The S Files, episode 4

Rachel Ray's Bacon, Spinach, and Cream Potatoes

· 3 pounds Idaho potatoes, peeled and sliced

· Salt

· Extra-virgin olive oil

· 4 strips center cut bacon, chopped

· 1 medium onion, quartered and thinly sliced

· 1 cup cream

· 2 boxes frozen chopped spinach, defrosted and wrung out in a kitchen towel (or fresh and steamed, drained)

· Salt and pepper

· 1/4 teaspoon freshly grated nutmeg


Peel, cube, and boil potatoes (about 15 minutes). While they are boiling, put olive oil in a pan, then add bacon. Brown bacon, then add onions and cook until they are soft.
Drain potatoes. Add bacon and onions (with oil) and begin to mash. Add spinach and mash. Add cream, mash. Season with salt and pepper.

I served this for Sunday dinner with chicken that was marinated and grilled according to the following recipe:

· 4 shallots, quartered ( A carry-over ingredient from the salad!)

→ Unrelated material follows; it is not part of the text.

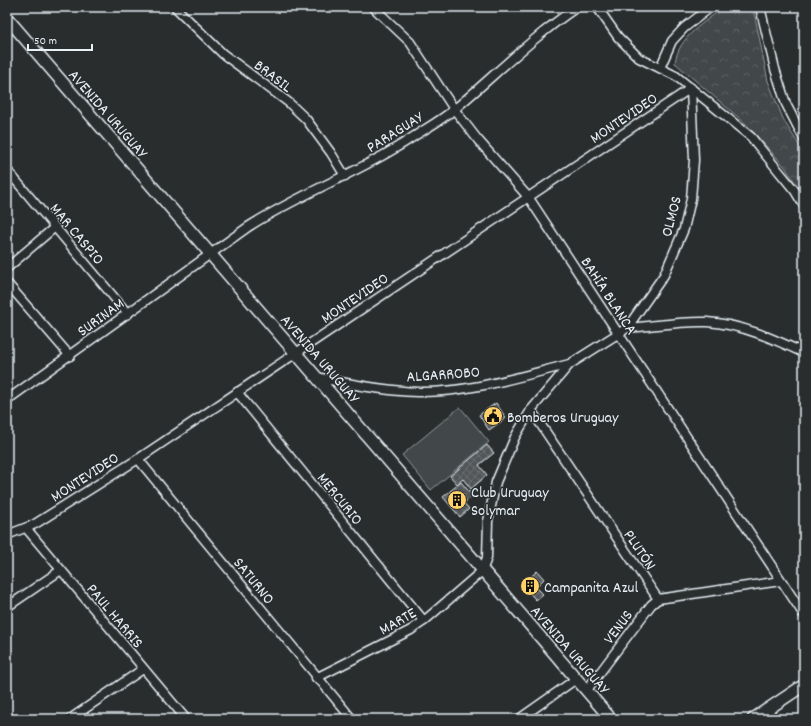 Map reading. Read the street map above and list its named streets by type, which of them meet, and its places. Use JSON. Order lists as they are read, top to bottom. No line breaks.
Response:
{"streets":{"street":["BRASIL","AVENIDA URUGUAY","MONTEVIDEO","PARAGUAY","OLMOS","MAR CASPIO","BAHÍA BLANCA","SURINAM","ALGARROBO","MERCURIO","PLUTÓN","SATURNO","PAUL HARRIS","MARTE","VENUS"]},"crossings":[["BRASIL","PARAGUAY"],["AVENIDA URUGUAY","MONTEVIDEO"],["AVENIDA URUGUAY","PARAGUAY"],["AVENIDA URUGUAY","SURINAM"],["AVENIDA URUGUAY","ALGARROBO"],["AVENIDA URUGUAY","MARTE"],["AVENIDA URUGUAY","VENUS"],["MONTEVIDEO","OLMOS"],["MONTEVIDEO","BAHÍA BLANCA"],["MONTEVIDEO","MERCURIO"],["MONTEVIDEO","SATURNO"],["MONTEVIDEO","PAUL HARRIS"],["PARAGUAY","BAHÍA BLANCA"],["PARAGUAY","SURINAM"],["OLMOS","BAHÍA BLANCA"],["OLMOS","ALGARROBO"],["MAR CASPIO","SURINAM"],["MERCURIO","MARTE"],["PLUTÓN","VENUS"],["SATURNO","MARTE"]],"places":{"public building":["Bomberos Uruguay"],"building":["Club Uruguay Solymar","Campanita Azul"]},"scale_bar":"50 m"}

· 1 large onion, cut into large dice

· 3 garlic cloves, roughly chopped

· 1 bunch cilantro, leaves picked

· 1 bunch parsley, leaves picked

· 6 bay leaves

· 12 black peppercorns (or just a bunch of ground black pepper)

· 1 tablespoon dry oregano

· 1 cup white vinegar

· 1 cup salad oil

· Salt


Whirl everything in a food processor, then pour it over your chicken breasts. Grill 4 minutes on each side (for small chicken breasts) or until no longer pink in center.